Sharon Merrill lives in Minneapolis. She has lived and/or worked (as a teacher) in a number of places around the world, including Taiwan, Turkey, Japan and England. It was while she was in England a few years ago that she heard about the charity Educate the Kids. She’d always wanted to go to Africa…
“I’d planned to work for an NGO or do something like that, so the chance to go to Kenya and do some work with Educate the Kids came at the right time. I just bought a ticket, knowing there was something I could do but not quite sure what it would be. Then I arrived at the Educate the Kids school…
“I had previously taught every grade in the States and been to less-developed countries and in schools overseas, but I had never seen a school surrounded by such poverty. However, from the moment I stepped over the threshold I was bowled over by their joy and friendliness.
“I think we tend to forget that for them this level of poverty is all they have experienced, so although it looks strange to us it’s how normal people live as far as they are concerned. That said, they understand that going to the school and getting an education is a way to do things better and give them a chance to escape their poverty.
“One thing I quickly noticed is how much the kids look after each other. One girl had broken her shoe and lots of other children gathered round to help her. They didn’t go to find a teacher, they tried to figure out themselves how to help their friend. Here, in the States, most kids wouldn’t have noticed someone with a broken shoe.
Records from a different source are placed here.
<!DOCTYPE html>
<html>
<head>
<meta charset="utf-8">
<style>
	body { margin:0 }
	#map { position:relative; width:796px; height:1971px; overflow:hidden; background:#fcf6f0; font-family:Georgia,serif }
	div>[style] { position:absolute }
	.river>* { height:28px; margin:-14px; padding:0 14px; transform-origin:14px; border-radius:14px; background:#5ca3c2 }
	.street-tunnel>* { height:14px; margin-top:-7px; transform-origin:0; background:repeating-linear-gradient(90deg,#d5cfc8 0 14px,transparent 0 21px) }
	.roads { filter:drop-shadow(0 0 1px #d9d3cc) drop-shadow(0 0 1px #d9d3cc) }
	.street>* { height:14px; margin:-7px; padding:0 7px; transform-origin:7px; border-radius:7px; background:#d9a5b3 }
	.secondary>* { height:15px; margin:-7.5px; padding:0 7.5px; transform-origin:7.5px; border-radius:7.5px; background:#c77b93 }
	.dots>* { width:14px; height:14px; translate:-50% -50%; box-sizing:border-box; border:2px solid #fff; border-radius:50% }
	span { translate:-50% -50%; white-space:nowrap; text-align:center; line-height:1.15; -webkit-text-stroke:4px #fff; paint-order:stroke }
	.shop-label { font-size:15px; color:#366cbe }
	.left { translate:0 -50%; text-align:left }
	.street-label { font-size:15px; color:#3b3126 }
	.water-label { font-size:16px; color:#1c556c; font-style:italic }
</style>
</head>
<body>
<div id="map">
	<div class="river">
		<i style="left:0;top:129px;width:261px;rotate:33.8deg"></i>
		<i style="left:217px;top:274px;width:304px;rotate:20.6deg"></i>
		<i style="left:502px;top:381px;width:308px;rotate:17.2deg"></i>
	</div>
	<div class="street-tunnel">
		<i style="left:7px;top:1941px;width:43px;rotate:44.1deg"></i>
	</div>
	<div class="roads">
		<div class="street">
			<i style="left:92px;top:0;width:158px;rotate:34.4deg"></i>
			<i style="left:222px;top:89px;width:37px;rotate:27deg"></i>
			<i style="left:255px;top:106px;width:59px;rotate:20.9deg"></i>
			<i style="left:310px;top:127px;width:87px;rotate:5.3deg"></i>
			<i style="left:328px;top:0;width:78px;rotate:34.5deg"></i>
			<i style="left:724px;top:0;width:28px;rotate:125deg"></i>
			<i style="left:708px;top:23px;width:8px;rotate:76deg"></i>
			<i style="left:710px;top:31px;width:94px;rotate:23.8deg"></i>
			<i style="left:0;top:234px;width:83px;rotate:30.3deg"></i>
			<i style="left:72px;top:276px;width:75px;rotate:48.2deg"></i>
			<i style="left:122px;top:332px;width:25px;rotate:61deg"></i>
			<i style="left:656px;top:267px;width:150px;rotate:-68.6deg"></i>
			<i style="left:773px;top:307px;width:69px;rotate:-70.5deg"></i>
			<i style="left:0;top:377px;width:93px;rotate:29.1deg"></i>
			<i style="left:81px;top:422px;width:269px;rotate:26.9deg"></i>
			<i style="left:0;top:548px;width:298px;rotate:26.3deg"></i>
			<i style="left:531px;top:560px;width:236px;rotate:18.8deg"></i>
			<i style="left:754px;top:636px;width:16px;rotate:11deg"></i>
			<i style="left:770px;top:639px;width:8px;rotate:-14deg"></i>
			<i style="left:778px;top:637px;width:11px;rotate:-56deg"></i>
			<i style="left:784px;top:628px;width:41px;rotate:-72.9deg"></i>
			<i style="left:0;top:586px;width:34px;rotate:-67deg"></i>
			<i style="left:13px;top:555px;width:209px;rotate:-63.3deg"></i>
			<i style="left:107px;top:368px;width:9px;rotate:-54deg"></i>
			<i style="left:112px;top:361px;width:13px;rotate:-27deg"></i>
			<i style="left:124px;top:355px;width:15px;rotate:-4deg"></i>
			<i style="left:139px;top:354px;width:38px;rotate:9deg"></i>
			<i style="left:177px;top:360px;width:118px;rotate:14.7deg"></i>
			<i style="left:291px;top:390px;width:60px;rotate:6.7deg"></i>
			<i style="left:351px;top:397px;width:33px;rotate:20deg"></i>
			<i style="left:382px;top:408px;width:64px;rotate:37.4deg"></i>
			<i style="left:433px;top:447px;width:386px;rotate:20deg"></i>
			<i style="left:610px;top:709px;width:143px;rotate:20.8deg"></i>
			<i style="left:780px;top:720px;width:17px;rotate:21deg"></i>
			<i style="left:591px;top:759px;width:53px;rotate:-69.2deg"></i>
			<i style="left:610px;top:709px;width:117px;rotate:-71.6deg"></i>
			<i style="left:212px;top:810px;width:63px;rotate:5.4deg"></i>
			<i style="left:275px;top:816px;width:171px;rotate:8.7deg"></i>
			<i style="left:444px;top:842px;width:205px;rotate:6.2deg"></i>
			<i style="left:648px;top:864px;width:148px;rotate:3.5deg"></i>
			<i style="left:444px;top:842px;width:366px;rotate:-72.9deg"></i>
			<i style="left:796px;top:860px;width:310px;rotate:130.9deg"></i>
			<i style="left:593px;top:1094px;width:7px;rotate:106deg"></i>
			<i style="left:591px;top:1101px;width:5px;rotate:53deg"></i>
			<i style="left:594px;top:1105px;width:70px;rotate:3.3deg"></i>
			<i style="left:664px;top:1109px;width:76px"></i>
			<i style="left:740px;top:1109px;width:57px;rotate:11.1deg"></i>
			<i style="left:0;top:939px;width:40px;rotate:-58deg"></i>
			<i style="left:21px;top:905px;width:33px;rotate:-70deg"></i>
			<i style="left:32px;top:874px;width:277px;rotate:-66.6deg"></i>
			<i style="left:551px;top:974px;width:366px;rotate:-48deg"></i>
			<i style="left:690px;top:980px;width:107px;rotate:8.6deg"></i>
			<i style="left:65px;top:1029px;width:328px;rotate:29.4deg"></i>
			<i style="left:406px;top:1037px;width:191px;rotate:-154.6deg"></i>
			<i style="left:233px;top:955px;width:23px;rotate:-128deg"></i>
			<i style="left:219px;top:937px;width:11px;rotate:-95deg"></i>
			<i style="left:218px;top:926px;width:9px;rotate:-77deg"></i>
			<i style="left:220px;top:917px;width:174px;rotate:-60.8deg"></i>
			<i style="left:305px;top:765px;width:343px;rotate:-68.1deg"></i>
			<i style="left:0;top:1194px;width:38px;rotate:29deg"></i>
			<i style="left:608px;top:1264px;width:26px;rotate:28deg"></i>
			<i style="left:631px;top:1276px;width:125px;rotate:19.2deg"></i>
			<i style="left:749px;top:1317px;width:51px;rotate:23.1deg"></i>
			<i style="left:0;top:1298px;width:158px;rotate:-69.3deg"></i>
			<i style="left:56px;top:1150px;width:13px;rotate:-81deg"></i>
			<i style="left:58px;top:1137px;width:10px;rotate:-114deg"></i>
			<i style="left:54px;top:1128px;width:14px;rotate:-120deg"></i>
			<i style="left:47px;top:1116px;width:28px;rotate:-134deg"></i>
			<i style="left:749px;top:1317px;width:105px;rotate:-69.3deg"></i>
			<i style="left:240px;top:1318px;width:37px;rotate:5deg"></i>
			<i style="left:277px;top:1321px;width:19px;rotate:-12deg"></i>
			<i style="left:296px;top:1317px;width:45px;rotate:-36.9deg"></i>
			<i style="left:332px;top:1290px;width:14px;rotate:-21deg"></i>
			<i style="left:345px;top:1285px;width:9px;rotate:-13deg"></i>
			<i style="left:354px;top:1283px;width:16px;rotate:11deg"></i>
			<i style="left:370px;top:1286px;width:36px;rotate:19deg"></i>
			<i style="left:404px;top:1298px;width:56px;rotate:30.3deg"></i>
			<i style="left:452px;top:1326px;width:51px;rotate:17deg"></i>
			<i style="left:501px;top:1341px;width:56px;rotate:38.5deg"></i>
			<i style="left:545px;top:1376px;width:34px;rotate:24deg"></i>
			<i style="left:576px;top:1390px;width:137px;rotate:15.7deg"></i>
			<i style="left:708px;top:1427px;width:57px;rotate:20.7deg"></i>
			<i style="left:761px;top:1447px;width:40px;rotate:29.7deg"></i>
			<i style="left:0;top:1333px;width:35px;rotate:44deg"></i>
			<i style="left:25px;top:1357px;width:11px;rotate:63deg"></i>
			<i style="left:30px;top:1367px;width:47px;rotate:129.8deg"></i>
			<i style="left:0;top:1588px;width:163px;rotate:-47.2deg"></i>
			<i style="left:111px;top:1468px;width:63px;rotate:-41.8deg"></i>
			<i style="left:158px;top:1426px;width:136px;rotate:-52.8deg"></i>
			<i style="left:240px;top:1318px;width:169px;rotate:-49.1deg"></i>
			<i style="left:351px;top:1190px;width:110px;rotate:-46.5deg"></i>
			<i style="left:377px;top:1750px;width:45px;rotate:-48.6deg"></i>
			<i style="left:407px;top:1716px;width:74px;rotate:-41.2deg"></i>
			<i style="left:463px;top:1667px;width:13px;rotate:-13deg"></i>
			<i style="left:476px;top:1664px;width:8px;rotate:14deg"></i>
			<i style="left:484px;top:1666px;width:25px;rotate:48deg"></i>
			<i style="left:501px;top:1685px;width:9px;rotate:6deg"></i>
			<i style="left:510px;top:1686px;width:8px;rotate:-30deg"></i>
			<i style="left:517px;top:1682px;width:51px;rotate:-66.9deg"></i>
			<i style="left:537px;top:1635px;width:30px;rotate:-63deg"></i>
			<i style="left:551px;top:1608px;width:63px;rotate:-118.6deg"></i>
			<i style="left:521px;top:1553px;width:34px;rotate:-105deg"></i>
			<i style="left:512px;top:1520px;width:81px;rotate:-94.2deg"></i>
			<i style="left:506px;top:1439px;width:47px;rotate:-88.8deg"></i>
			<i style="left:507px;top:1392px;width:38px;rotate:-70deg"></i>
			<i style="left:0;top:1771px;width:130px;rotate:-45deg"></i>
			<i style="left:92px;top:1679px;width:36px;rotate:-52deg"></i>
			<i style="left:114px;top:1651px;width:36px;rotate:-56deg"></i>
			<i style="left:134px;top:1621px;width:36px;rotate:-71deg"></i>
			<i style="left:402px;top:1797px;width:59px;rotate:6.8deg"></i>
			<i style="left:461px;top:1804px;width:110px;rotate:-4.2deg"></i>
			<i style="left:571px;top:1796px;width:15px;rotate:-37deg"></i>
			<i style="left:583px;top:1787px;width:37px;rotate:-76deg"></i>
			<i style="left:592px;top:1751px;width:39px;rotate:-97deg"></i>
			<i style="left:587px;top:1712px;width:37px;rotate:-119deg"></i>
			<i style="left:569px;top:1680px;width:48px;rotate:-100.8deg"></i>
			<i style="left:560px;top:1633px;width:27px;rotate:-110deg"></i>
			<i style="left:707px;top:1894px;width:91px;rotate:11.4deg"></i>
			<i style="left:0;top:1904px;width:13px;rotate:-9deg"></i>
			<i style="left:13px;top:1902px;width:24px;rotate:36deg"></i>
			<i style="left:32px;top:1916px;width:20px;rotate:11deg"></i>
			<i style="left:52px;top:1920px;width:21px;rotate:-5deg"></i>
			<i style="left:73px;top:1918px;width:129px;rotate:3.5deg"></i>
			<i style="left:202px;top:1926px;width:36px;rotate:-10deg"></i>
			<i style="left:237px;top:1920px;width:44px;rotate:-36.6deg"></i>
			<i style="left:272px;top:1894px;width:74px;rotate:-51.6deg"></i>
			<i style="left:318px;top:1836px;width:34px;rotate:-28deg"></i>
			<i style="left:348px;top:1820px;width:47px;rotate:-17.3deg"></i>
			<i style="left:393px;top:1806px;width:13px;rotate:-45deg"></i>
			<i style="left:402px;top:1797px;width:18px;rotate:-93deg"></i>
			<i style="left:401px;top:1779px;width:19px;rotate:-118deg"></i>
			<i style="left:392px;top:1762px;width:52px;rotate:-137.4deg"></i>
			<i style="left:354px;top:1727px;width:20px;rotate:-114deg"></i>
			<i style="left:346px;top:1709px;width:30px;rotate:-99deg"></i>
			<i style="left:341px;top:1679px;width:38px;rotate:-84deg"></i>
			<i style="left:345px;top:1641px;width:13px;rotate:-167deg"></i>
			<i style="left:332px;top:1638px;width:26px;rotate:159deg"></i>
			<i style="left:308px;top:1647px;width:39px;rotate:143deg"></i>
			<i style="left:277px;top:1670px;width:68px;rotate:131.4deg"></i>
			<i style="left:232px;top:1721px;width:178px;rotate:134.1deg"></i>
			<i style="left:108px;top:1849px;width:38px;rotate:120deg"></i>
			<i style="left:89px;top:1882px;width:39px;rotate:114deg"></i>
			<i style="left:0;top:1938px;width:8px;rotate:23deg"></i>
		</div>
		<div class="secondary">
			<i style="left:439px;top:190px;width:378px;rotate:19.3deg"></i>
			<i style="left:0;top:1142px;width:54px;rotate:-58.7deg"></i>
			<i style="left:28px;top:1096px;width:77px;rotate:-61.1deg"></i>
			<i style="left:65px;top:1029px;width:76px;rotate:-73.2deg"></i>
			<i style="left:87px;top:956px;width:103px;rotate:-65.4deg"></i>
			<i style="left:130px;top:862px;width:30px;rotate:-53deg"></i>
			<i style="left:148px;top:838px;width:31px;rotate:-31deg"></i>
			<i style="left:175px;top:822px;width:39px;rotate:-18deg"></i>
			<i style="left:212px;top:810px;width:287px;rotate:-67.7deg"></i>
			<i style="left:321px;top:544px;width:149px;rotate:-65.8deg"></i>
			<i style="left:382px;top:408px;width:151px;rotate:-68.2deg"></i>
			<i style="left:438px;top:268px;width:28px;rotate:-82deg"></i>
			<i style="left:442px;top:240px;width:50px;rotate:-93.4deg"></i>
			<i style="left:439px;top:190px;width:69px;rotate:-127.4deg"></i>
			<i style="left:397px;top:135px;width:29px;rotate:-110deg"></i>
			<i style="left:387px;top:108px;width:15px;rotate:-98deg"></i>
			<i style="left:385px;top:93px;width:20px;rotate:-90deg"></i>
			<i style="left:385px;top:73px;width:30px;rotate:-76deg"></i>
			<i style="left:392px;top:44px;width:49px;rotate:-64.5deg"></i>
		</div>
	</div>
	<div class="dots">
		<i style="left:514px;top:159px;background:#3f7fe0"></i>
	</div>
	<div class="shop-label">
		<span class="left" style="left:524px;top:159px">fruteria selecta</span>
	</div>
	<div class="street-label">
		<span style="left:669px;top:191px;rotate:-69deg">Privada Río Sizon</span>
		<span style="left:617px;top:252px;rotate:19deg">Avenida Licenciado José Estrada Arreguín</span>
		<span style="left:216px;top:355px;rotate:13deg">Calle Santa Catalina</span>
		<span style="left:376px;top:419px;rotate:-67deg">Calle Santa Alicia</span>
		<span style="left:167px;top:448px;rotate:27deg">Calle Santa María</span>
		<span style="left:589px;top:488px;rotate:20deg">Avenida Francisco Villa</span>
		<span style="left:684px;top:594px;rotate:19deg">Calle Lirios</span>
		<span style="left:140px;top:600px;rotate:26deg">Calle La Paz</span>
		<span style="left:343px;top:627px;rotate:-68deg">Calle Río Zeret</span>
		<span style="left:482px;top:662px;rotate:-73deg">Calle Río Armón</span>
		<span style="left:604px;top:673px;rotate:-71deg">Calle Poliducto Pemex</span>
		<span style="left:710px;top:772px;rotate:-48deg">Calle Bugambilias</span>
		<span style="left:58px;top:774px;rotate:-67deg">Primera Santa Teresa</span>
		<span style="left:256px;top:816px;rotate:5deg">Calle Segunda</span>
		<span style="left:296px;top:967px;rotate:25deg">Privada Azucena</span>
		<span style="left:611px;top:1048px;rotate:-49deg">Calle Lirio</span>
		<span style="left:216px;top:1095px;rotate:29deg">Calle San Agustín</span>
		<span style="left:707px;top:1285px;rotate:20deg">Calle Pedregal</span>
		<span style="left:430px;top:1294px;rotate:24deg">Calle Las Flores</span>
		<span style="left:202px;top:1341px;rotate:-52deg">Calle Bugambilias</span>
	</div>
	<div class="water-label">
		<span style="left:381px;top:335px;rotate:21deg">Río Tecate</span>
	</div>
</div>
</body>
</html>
“You asked, ‘how can we learn from this?’ Well, I think that going to Kenya to work at the school improves one’s sense of community. You can see this in the way all those who go out to help work together and how the experience changes them. For example, this summer, I took my friend’s 18-year old son to Kenya and it was interesting to watch this teenage boy (pictured) become almost like a father to these Kenyan kids.
“You ask if the American approach to charity is the same as the UK. Americans are becoming more aware of how many dollars charities spend on their own staff, marketing and admin rather than on the actual work of the charity. I think that’s the same in the UK, but the one big difference here is that giving to US charities is tax deductible but giving to overseas ones is not. Getting US registration for the charity will mean that Americans can claim back their tax on donations to Educate the Kids. I’m a lawyer and I’m working with Maureen (the founder of the charity) to try to sort this out.
“I’ve seen ads on TV for charities that are similar to Educate the Kids, but which spend far more on admin and overheads (not to mention TV ads!). I tell friends in the US – “Look how we’re doing this – look what Maureen and Yvonne (Maureen’s daughter) do, it’s their money they spend, there is not a cent spent on admin or marketing, it’s all done by volunteers. The fact that people will invest their own money to go and do great work in Kenya is amazing. I don’t know any other charitable organization that says, ‘come and spend your money and we’ll let you help us!” I think this approach really will interest a lot of Americans and that we can get more of them interested in becoming involved and sponsoring students.
“It’s different from anything I know here but I am convinced there are others in the US who would join me if they knew just how great this charity is and how important it is to the children in Kenya. When I speak to my friends here, I tell them that Kenyans are just like us. Although they live in a different place and look different, they are just like us, they play the same games, the mums love their kids and, despite the enormous differences in wealth, the greatest thing about Educate the Kids is seeing what we all have in common. Rather than saying ‘they are different and because of that are deserving of our charity,’ we should say ‘they are the same as us and therefore deserving of our love.”